Students at Yale University in the United States (US) have set up an online platform to promote engagement between the public and policymakers to discuss vital global issues, most recently discussing African entrepreneurship via a Google Hangout.
The New Discussion hosts online debates and surveys, as well as setting up videoconference-based events connecting students, members of the public and policymakers across the world in order to engage and collaborate on global issues.
Last week, the platform hosted a Google Hangout to discuss ways to promote youth entrepreneurship in Africa, with Makhtar Diop, vice-president for the Africa region at the World Bank, participating as guest speaker via video link.
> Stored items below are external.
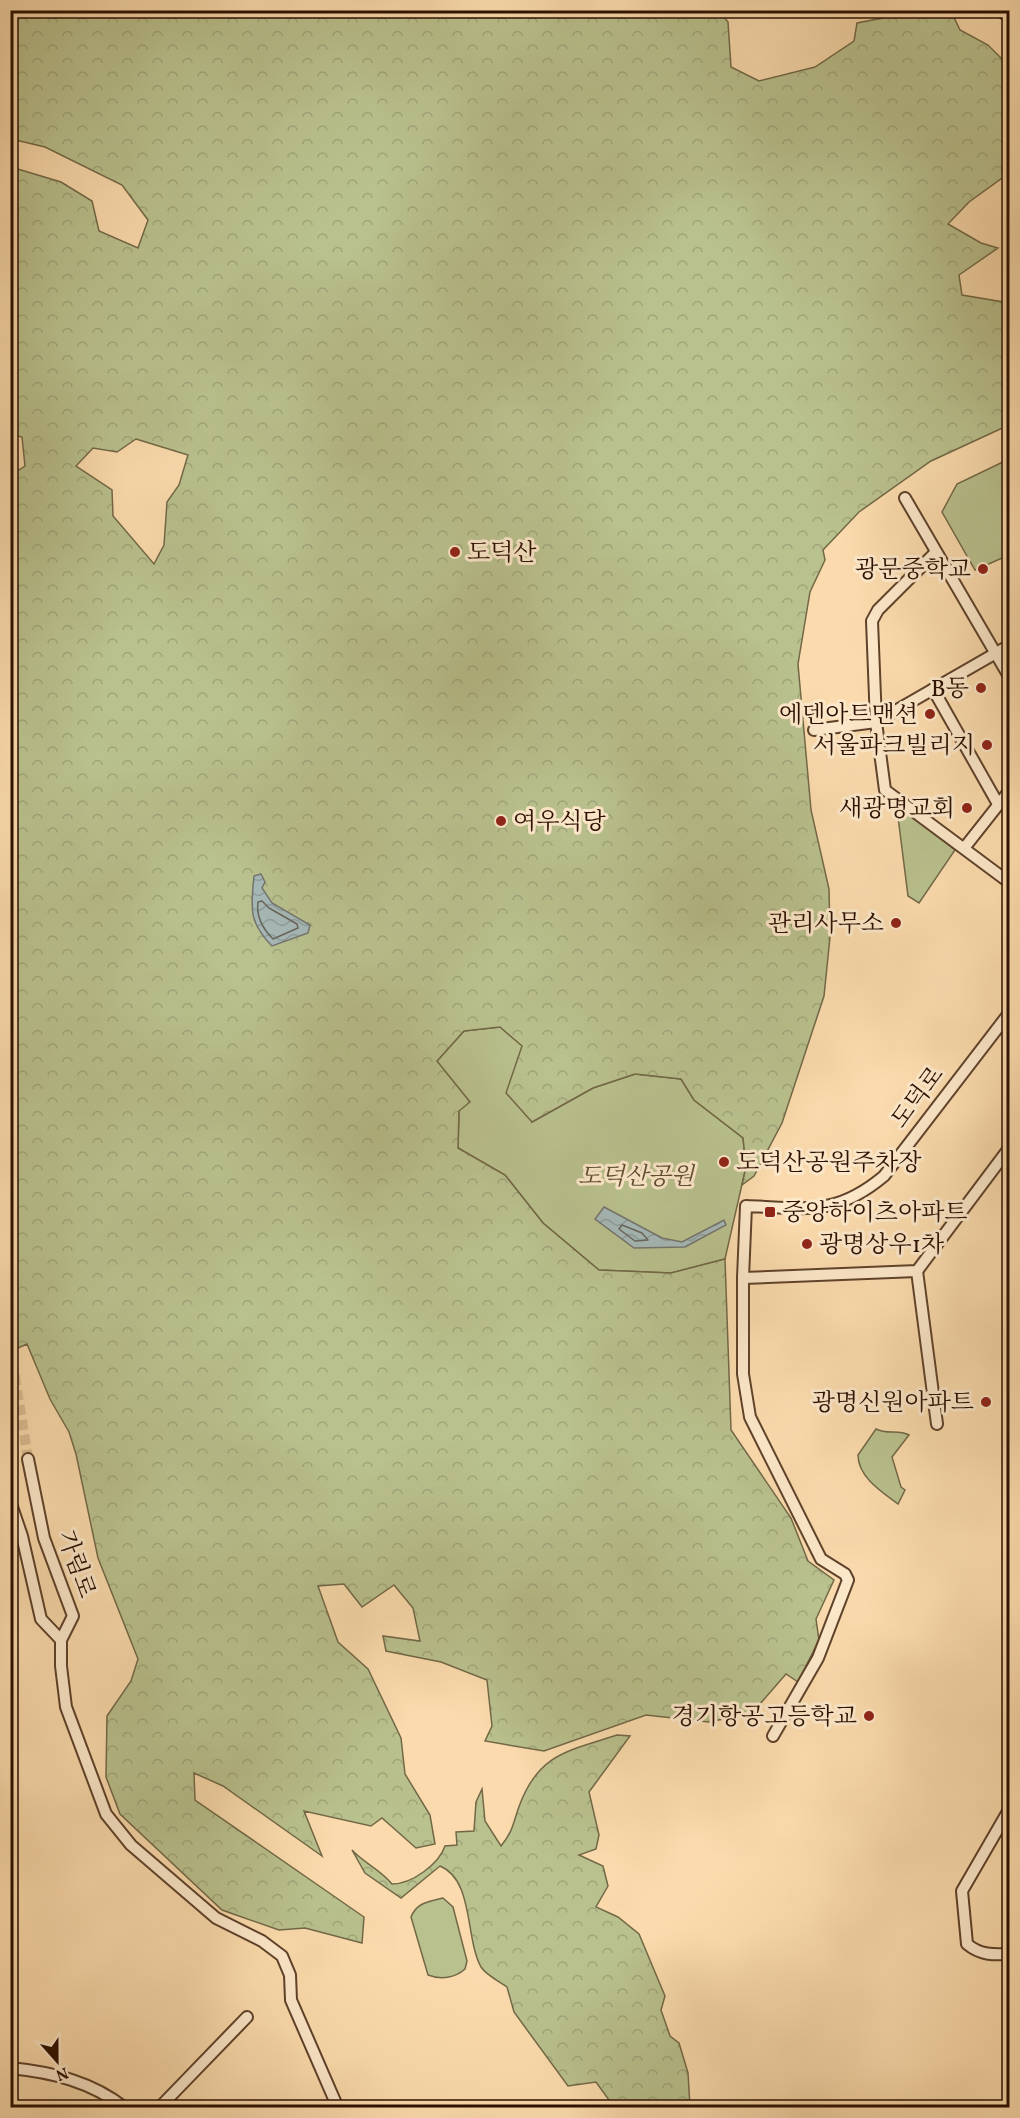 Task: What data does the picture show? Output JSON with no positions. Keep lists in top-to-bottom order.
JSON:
{
  "streets": {
    "street": ["도덕로", "가림로"]
  },
  "parks": ["도덕산공원"],
  "places": {
    "other": [
      "도덕산",
      "광문중학교",
      "B동",
      "에덴아트맨션",
      "서울파크빌리지",
      "새광명교회",
      "여우식당",
      "관리사무소",
      "도덕산공원주차장",
      "광명상우1차",
      "광명신원아파트",
      "경기항공고등학교"
    ],
    "transit": ["중앙하이츠아파트"]
  },
  "north": "bottom"
}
“The New Discussion is an independent international organization committed to giving young people from around the world the power to participate in influential discourse on key global issues by learning from, engaging with, and challenging global leaders,” Cristo Liautaud, founder and president of the New Discussion told HumanIPO.
“We work to create such opportunities by using technology such as videoconferences, online debates, and mass participation in one-on-one events with policy decision-makers and influencers from numerous sectors. We also continue the conversation with leaders beyond our events, by transforming online responses to our surveys into policy reports for key leaders.”
Following the engagement session online, the New Discussion is inviting online input from the public to inform its report, which is intended as assistance for the creation of new World Bank policy to support African entrepreneurship.
“The key takeaway from [the] discussion was the importance of, as the Vice President of the World Bank for Africa put it, young business minds to translate their perspectives into coordinated policy priorities and demand these priorities from key leaders and decision-makers,” Liautaud said.
From the perspective of participants in the New Discussion group, Liautaud said the initiative has taught them that, with respect to African entrepreneurship, it is critical to listen to young entrepreneurs on the ground and to continuously learn from them the shape of the sector.
“It’s a complex, dynamic, and multifaceted issue that spans a diverse continent, and it deserves better than blanket policy prescriptions,” Liautaud said.
“We’ve also found that, despite this complexity, the perspectives of young entrepreneurs at the front line provides the best starting point for challenging leaders to address African entrepreneurship’s structural restraints, such as finance, infrastructure, and education.”